La Rivoluzione Messicana ci appare così, nel dormiveglia del nostro immaginario: una confusa massa di figure stereotipate, forse rubate a qualche film d’altri tempi. Viva Zapata! di Elia Kazan (1952), per esempio, dove Marlon Brando presta i suoi lineamenti aristocratici al viso ruvido e “popolano” del grande guerrigliero; oppure Giù la testa di Sergio Leone (1971), che di quegli eventi tumultuosi vedeva soprattutto il lato ironico, l’amaro sorriso di tante speranze fiorite per poi appassire in fretta.

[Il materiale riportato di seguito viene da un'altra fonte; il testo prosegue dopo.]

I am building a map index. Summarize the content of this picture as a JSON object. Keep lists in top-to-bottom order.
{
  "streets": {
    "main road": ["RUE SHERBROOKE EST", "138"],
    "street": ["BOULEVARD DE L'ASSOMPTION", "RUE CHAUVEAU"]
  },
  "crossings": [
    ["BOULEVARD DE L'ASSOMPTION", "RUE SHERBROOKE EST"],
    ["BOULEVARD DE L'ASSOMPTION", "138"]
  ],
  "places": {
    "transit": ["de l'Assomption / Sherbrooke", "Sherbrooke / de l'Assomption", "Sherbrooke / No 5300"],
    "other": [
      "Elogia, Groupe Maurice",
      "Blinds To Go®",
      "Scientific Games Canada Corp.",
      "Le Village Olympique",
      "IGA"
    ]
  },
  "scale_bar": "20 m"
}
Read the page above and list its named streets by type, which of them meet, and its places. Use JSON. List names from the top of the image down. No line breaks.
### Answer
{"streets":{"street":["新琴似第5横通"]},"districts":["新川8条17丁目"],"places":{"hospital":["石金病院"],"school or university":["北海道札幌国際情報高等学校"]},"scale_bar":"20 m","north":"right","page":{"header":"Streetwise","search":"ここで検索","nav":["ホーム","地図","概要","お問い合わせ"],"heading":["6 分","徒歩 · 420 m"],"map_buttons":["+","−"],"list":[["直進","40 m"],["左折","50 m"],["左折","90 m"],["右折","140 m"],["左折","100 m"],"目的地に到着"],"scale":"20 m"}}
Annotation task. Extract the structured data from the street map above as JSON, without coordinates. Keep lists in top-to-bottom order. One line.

In questo sogno fatto di impressioni vaghe, vecchie pellicole e reminescenze scolastiche galleggiano tanti nomi. Primo fra tutti, accanto a Zapata, quello di Pancho Villa, naturalmente. Poi – per chi ha la memoria un po’ più allenata – ecco Madero, Carranza, Orozco, Huerta, Díaz, e via dicendo. Nomi a cui bisogna dare un luogo e un tempo, un’identità, un destino; volti circondati da una folla di anonimi combattenti, donne e uomini, avventurieri e idealisti, filosofi e analfabeti, molti dei quali occhieggiano nelle quarantotto splendide tavole de L’Uomo del Messico.